[Dataset entries]
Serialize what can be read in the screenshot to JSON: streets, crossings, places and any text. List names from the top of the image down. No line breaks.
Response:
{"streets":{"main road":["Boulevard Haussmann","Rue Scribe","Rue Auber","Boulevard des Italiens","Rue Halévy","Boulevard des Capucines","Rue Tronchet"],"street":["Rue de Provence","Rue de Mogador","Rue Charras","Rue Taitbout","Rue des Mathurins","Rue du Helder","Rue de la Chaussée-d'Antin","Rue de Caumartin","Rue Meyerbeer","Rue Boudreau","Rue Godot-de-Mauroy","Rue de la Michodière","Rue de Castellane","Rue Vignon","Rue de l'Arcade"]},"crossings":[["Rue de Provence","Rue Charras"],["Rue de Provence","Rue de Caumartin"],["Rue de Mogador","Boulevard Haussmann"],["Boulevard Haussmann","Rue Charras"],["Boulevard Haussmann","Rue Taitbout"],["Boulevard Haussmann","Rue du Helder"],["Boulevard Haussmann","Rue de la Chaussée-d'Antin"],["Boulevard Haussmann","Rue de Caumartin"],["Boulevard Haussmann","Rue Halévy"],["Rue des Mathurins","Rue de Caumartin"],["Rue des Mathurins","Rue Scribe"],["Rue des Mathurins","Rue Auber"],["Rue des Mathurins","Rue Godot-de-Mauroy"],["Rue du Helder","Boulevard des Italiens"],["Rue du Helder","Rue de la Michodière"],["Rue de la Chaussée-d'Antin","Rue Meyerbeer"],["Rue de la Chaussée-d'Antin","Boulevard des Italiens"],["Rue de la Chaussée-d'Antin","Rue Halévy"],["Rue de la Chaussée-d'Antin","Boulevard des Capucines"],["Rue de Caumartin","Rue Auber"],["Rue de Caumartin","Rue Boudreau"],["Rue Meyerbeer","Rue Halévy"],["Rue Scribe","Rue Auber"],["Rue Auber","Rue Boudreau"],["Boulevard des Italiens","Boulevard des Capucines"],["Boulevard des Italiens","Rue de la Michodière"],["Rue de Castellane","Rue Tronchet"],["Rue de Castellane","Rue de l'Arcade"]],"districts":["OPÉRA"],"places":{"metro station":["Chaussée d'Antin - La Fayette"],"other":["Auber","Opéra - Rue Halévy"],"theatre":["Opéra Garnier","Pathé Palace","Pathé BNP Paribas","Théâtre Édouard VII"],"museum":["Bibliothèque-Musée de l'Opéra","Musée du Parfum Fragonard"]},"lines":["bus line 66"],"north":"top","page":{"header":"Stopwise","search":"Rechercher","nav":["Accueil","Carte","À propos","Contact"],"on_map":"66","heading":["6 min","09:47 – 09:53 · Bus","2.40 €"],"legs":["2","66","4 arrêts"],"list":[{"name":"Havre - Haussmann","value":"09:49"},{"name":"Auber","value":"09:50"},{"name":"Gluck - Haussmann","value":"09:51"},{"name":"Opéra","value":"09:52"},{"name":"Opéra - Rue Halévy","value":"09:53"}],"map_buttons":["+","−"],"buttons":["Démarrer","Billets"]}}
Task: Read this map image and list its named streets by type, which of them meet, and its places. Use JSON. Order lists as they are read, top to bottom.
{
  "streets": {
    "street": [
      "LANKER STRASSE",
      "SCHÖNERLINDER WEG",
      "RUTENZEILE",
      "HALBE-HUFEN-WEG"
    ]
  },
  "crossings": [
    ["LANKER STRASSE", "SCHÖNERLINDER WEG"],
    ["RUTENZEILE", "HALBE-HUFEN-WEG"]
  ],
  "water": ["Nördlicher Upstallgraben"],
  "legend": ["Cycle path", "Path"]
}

Work order> Please restate every record above word for word.

Written reply>
Serialize what can be read in the screenshot to JSON: streets, crossings, places and any text. List names from the top of the image down. No line breaks.
Response:
{"streets":{"main road":["Boulevard Haussmann","Rue Scribe","Rue Auber","Boulevard des Italiens","Rue Halévy","Boulevard des Capucines","Rue Tronchet"],"street":["Rue de Provence","Rue de Mogador","Rue Charras","Rue Taitbout","Rue des Mathurins","Rue du Helder","Rue de la Chaussée-d'Antin","Rue de Caumartin","Rue Meyerbeer","Rue Boudreau","Rue Godot-de-Mauroy","Rue de la Michodière","Rue de Castellane","Rue Vignon","Rue de l'Arcade"]},"crossings":[["Rue de Provence","Rue Charras"],["Rue de Provence","Rue de Caumartin"],["Rue de Mogador","Boulevard Haussmann"],["Boulevard Haussmann","Rue Charras"],["Boulevard Haussmann","Rue Taitbout"],["Boulevard Haussmann","Rue du Helder"],["Boulevard Haussmann","Rue de la Chaussée-d'Antin"],["Boulevard Haussmann","Rue de Caumartin"],["Boulevard Haussmann","Rue Halévy"],["Rue des Mathurins","Rue de Caumartin"],["Rue des Mathurins","Rue Scribe"],["Rue des Mathurins","Rue Auber"],["Rue des Mathurins","Rue Godot-de-Mauroy"],["Rue du Helder","Boulevard des Italiens"],["Rue du Helder","Rue de la Michodière"],["Rue de la Chaussée-d'Antin","Rue Meyerbeer"],["Rue de la Chaussée-d'Antin","Boulevard des Italiens"],["Rue de la Chaussée-d'Antin","Rue Halévy"],["Rue de la Chaussée-d'Antin","Boulevard des Capucines"],["Rue de Caumartin","Rue Auber"],["Rue de Caumartin","Rue Boudreau"],["Rue Meyerbeer","Rue Halévy"],["Rue Scribe","Rue Auber"],["Rue Auber","Rue Boudreau"],["Boulevard des Italiens","Boulevard des Capucines"],["Boulevard des Italiens","Rue de la Michodière"],["Rue de Castellane","Rue Tronchet"],["Rue de Castellane","Rue de l'Arcade"]],"districts":["OPÉRA"],"places":{"metro station":["Chaussée d'Antin - La Fayette"],"other":["Auber","Opéra - Rue Halévy"],"theatre":["Opéra Garnier","Pathé Palace","Pathé BNP Paribas","Théâtre Édouard VII"],"museum":["Bibliothèque-Musée de l'Opéra","Musée du Parfum Fragonard"]},"lines":["bus line 66"],"north":"top","page":{"header":"Stopwise","search":"Rechercher","nav":["Accueil","Carte","À propos","Contact"],"on_map":"66","heading":["6 min","09:47 – 09:53 · Bus","2.40 €"],"legs":["2","66","4 arrêts"],"list":[{"name":"Havre - Haussmann","value":"09:49"},{"name":"Auber","value":"09:50"},{"name":"Gluck - Haussmann","value":"09:51"},{"name":"Opéra","value":"09:52"},{"name":"Opéra - Rue Halévy","value":"09:53"}],"map_buttons":["+","−"],"buttons":["Démarrer","Billets"]}}
Task: Read this map image and list its named streets by type, which of them meet, and its places. Use JSON. Order lists as they are read, top to bottom.
{
  "streets": {
    "street": [
      "LANKER STRASSE",
      "SCHÖNERLINDER WEG",
      "RUTENZEILE",
      "HALBE-HUFEN-WEG"
    ]
  },
  "crossings": [
    ["LANKER STRASSE", "SCHÖNERLINDER WEG"],
    ["RUTENZEILE", "HALBE-HUFEN-WEG"]
  ],
  "water": ["Nördlicher Upstallgraben"],
  "legend": ["Cycle path", "Path"]
}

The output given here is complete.